DIRECTIONS
Compute how many lines in the data below hold the word "auto", then report that number with nothing else.

RECORDS FOR THIS TASK
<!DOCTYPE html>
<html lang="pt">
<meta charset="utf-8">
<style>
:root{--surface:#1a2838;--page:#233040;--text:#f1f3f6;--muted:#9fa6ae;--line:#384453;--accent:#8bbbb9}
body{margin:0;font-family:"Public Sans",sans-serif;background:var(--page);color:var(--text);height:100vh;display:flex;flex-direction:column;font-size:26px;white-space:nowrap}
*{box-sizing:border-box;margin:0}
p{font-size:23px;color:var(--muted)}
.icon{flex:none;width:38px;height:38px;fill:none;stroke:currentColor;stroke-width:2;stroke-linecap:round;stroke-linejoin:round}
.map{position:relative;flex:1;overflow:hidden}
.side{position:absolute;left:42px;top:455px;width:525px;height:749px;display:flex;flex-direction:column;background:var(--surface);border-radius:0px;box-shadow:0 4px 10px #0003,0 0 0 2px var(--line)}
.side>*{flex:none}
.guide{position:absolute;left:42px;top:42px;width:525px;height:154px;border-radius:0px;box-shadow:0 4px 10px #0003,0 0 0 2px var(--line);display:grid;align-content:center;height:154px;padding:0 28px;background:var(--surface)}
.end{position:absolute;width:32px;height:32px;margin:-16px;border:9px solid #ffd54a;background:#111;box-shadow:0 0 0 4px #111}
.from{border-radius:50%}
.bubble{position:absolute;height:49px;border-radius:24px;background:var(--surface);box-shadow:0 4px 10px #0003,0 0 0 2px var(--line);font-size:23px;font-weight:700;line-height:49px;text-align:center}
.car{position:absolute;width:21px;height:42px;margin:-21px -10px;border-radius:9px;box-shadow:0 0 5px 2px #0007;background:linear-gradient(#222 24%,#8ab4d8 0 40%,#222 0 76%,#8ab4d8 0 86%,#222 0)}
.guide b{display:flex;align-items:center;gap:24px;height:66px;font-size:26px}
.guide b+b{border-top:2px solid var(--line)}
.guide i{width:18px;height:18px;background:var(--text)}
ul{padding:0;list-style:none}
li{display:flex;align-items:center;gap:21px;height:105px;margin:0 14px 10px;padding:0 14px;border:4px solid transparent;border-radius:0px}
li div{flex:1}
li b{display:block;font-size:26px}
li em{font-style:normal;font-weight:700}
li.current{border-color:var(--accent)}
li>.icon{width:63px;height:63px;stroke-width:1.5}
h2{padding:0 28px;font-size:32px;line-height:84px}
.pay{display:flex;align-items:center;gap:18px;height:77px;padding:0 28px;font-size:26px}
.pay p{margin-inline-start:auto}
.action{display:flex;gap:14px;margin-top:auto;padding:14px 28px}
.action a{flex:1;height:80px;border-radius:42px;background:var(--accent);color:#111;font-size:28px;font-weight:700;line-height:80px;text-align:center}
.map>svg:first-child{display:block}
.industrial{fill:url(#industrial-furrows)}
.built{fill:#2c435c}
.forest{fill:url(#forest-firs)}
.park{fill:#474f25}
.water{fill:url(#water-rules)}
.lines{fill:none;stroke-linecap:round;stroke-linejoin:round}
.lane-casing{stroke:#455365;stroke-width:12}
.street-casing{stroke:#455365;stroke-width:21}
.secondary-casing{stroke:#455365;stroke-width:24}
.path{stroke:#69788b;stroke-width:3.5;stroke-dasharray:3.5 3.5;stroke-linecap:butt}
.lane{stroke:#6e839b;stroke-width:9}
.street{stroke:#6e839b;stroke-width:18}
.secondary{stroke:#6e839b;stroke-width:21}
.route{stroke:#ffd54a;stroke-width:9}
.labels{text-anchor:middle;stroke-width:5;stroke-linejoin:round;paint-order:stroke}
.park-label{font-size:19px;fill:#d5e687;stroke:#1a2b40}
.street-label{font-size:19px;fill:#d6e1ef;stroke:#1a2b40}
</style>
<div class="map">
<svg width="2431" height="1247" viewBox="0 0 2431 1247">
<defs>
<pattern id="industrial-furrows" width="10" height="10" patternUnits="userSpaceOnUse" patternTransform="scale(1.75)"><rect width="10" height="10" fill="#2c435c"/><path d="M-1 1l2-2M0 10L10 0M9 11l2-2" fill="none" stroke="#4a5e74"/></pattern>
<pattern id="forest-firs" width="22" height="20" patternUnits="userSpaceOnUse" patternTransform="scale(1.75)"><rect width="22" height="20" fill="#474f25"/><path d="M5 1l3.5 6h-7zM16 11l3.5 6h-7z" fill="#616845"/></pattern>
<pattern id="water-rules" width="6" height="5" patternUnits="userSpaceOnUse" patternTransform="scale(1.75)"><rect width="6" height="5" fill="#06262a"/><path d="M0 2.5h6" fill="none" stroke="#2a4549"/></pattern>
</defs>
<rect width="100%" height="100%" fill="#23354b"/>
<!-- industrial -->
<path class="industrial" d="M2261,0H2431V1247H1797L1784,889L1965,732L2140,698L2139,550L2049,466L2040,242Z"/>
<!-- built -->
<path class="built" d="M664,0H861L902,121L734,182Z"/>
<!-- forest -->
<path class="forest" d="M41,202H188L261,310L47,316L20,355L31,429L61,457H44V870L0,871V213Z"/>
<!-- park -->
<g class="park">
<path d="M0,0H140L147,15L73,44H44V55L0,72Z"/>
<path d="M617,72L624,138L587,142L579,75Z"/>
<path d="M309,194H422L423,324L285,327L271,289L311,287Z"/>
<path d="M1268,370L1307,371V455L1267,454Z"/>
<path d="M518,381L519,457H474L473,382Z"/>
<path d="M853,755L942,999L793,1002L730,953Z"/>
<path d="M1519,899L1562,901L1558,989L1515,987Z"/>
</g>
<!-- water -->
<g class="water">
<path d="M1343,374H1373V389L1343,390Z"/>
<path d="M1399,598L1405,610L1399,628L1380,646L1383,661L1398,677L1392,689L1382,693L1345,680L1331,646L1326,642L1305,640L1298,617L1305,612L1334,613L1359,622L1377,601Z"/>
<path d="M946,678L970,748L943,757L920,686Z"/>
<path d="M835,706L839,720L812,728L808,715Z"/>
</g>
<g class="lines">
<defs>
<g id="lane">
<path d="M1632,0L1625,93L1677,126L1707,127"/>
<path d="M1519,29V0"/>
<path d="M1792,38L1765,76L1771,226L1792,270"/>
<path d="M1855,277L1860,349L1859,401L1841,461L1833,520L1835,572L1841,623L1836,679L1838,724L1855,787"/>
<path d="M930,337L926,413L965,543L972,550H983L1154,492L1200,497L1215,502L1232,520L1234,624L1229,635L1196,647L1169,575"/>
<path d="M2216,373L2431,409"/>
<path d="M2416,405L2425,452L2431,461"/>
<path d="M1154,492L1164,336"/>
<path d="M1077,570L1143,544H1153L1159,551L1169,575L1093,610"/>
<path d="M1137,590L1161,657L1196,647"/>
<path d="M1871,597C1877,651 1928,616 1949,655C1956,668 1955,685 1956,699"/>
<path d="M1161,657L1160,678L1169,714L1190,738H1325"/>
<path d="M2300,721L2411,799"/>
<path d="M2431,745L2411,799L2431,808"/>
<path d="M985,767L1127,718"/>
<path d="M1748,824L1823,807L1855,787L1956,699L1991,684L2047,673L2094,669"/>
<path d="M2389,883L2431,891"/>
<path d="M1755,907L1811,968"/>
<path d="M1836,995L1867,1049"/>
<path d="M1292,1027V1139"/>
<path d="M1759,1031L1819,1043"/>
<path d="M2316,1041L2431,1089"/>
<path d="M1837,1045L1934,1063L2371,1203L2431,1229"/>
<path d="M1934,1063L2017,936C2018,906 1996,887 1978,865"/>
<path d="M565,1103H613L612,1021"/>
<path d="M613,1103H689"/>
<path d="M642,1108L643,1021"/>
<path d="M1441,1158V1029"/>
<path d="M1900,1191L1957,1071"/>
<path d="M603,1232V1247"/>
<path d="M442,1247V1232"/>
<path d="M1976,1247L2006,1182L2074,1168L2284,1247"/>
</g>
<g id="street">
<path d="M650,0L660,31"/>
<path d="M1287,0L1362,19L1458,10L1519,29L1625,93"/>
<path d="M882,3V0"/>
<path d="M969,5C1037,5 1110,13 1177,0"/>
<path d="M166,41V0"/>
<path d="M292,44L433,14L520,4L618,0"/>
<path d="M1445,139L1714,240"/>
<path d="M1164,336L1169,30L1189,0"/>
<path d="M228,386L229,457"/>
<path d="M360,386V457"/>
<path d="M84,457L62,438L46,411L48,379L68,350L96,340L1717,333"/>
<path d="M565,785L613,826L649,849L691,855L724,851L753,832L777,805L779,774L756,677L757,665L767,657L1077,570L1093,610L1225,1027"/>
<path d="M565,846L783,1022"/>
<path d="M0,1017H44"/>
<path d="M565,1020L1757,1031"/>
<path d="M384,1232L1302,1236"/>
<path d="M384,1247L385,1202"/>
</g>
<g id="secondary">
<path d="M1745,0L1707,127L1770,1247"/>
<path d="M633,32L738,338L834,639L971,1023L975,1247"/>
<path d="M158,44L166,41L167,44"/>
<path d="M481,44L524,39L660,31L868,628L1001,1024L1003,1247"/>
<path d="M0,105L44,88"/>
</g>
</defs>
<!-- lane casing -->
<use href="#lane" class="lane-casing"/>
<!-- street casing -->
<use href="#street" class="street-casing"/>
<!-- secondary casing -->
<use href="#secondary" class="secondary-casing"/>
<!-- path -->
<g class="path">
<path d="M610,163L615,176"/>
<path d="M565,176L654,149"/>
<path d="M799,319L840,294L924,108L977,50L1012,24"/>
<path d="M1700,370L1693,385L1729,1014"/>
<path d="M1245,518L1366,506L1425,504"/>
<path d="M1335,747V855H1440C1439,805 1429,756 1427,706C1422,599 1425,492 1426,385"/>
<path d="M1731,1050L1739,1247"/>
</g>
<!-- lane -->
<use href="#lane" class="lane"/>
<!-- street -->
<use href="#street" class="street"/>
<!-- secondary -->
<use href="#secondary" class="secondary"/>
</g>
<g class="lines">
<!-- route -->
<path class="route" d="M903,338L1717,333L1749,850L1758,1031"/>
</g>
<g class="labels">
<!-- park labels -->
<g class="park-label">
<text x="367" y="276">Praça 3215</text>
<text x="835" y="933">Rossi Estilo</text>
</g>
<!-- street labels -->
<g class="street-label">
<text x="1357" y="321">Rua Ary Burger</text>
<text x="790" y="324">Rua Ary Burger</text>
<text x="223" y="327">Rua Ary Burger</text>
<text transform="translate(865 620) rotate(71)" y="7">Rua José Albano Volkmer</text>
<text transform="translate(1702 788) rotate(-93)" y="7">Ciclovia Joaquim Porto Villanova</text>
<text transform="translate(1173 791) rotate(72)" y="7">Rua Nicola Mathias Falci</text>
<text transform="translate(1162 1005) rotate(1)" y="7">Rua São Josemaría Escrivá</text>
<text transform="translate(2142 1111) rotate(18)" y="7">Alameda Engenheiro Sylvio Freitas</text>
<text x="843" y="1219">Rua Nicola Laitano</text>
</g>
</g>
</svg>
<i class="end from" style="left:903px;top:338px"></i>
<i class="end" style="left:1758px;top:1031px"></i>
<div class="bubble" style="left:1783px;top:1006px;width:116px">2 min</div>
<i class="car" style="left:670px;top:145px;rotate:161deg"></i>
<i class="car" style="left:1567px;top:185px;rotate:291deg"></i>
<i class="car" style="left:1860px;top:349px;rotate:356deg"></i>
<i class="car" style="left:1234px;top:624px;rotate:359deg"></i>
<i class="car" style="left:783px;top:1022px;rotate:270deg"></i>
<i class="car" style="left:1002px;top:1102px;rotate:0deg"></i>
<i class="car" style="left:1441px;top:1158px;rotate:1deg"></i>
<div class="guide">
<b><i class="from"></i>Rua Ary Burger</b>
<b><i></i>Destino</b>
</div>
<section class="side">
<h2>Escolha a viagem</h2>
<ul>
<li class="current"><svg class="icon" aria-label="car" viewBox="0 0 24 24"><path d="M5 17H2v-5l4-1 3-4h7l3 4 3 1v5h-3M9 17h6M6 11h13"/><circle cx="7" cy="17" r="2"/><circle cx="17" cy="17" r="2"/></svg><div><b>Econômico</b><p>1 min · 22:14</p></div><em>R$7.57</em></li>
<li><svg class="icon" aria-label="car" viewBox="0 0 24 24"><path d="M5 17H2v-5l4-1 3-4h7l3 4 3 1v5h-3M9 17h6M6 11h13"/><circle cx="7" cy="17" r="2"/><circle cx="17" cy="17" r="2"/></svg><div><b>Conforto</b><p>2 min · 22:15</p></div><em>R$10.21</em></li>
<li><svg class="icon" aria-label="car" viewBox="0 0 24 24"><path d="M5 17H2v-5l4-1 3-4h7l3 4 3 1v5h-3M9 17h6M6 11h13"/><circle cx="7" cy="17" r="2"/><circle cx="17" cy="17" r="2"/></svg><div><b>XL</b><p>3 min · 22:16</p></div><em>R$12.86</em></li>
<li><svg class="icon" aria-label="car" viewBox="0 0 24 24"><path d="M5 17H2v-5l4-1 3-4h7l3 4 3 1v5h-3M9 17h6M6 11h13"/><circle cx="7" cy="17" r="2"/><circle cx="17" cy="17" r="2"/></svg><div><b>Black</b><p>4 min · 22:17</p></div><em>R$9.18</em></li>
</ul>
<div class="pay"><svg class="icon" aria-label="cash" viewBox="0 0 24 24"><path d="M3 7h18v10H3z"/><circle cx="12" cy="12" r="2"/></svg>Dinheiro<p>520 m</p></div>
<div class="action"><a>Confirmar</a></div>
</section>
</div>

RESPONSE FOR THIS EXERCISE
2